64th

Problem ONE: The Evil One, The Throwing Up One. So, I realize there are actually two steps to this one. Finding all the unknowns for the peak and then going back down again. With THAT said... Step I - vi: 25m/s vf: 0m/s a: -9.81m/s^2 d: ? t: ? So, I tried two things with T. The first equation I used initially in Problem TWO, and came up with: t: 0.3924s And then I did it again, this time with... t= vf - vi / a t= -25m/s / -9.81m/s^2 t= 2.5484s Okay. What? Wait... No no... No. D: And yet, I proceed with the first equation. d= di + vi(t) + 1/2 at^2 d= 0 + (25m/s)(.3924s) + 1/2 (-9.81m/s^2)(.3924s^2) d= 9.81 - .755 d= 9.055m And then with the second. d= di + vi(t) + 1/2 at^2 d= 0 + 25m/s(2.55s) + 1/2(-9.81m/s^2)(2.55s^2) d= 63.75 - 31.89475 d= 31.855m D: Is it possible for a ball to travel upwards 31 meters in under 3 seconds? Somehow.... I have my reservations. Right. So afterwards I proceeded to turn myself around in circles. If you really want the confused math, I guess I could post it all. But mostly, if you guys can provide me with a formula that will give me a decent answer... I can finish it off. I believe I used the freefall equation thing- d: .5(9.81m/s^2)(t^2) To do the chart. Or would that be cheating? Probably... Google isn't helping much either. :/

Oh god. u.u I'll try as best I can to organize my thoughts then. Problem TWO: The guy throwing the ball down from 15 meters. Okay, easy. I have a handy formula for this. Find the 'knowns': vi: 0m/s vf: ? a: +9.81m/s^2 d: 15m t: ? t= + sqrt[0-2(9.81m/s^2)(15m)]/9.81m/s^2 t= 1.75s vf= vi + at vf= 0 + (9.81m/s^2)(1.75s) vf= 17.17m/s Then I did a little chart of it, manually, detailing the displacement after every .25s: .25s = .318825 m .50s = 1.226525 m .75s = 3.67875 m (I don't think this is correct) 1.00s = 4.905 m 1.25s = 7.6640625 m 1.50s = 11.03625 m 1.75s = 15.0215625 m So that problem checked out okay. I'll be really heartbroken if it's wrong.

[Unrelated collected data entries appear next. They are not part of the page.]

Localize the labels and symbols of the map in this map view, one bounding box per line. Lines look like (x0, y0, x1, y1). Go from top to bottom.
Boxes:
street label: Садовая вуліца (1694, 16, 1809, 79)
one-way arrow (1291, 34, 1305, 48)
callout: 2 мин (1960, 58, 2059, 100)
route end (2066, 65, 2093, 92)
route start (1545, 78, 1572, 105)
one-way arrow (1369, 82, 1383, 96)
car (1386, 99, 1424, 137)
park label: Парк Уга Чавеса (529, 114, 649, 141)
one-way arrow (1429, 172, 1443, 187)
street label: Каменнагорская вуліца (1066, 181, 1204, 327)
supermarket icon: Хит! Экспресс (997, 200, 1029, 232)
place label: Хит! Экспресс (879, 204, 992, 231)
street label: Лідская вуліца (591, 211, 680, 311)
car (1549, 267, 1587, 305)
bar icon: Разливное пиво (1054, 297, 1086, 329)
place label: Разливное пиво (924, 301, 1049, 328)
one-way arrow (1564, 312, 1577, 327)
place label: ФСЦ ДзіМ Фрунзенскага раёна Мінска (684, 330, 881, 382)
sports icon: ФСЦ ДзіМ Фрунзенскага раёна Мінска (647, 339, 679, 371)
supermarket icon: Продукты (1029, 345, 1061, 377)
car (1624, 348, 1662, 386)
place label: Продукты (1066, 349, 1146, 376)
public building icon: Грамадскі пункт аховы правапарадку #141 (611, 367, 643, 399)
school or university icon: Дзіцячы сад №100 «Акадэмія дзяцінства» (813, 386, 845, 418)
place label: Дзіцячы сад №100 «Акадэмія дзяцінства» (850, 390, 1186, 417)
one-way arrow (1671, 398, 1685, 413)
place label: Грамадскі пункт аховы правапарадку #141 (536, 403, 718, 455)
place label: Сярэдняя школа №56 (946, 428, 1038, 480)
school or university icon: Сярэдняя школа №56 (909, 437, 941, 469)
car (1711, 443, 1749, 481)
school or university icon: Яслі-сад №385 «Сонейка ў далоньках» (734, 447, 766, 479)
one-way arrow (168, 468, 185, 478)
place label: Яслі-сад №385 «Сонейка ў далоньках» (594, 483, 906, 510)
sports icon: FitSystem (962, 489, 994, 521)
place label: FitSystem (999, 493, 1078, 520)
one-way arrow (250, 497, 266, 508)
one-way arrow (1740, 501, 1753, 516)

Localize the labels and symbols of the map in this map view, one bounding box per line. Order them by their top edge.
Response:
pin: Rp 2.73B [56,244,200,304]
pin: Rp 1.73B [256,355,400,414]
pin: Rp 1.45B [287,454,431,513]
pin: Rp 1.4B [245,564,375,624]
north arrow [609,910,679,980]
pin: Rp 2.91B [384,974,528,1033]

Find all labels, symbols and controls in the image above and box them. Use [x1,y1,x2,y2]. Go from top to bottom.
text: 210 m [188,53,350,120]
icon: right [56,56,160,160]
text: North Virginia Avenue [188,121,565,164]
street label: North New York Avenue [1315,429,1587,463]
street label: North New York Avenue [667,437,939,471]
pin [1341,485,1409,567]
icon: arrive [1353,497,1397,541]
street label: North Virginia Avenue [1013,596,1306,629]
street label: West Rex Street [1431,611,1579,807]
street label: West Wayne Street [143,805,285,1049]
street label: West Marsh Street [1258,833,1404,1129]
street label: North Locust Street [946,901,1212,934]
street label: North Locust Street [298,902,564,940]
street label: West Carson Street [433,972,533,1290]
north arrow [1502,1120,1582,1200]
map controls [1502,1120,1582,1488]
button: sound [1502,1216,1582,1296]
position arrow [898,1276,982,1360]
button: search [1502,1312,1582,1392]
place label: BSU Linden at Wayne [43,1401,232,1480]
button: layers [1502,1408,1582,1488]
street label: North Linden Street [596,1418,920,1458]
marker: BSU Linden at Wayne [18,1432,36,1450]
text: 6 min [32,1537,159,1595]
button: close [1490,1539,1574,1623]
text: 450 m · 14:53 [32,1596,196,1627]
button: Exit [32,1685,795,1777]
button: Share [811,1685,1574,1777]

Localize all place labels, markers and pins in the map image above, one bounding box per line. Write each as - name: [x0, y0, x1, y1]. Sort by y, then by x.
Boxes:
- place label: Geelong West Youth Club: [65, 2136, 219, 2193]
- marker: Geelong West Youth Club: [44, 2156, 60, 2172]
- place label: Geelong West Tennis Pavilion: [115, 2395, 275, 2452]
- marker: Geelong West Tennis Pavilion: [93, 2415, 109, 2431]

So the question is horribly vague and we were told to, by any means, figure it out. I'm begging all of you, to put me out of my misery here. --- A ball is thrown up into the air at an upward velocity of 25m/s, consequently, a ball is thrown down towards the ground from a building 15 meters high. At what point do the two balls meet, and (I'm assuming here) at what hieght? --- Again, no details were given in reference to the force thrown, or displacement. Say the ball dropped from the building has an initial velocity of 0m/s to make things a bit easier. And say we don't take into consideration how tall the person throwing the ball is. That it is, mysteriously, just moving off of the ground on it's own accord. Any help given would be GREATLY appreciated, as this stupid question has killed my weekend. (Though, the second of the two problems is pretty much solved).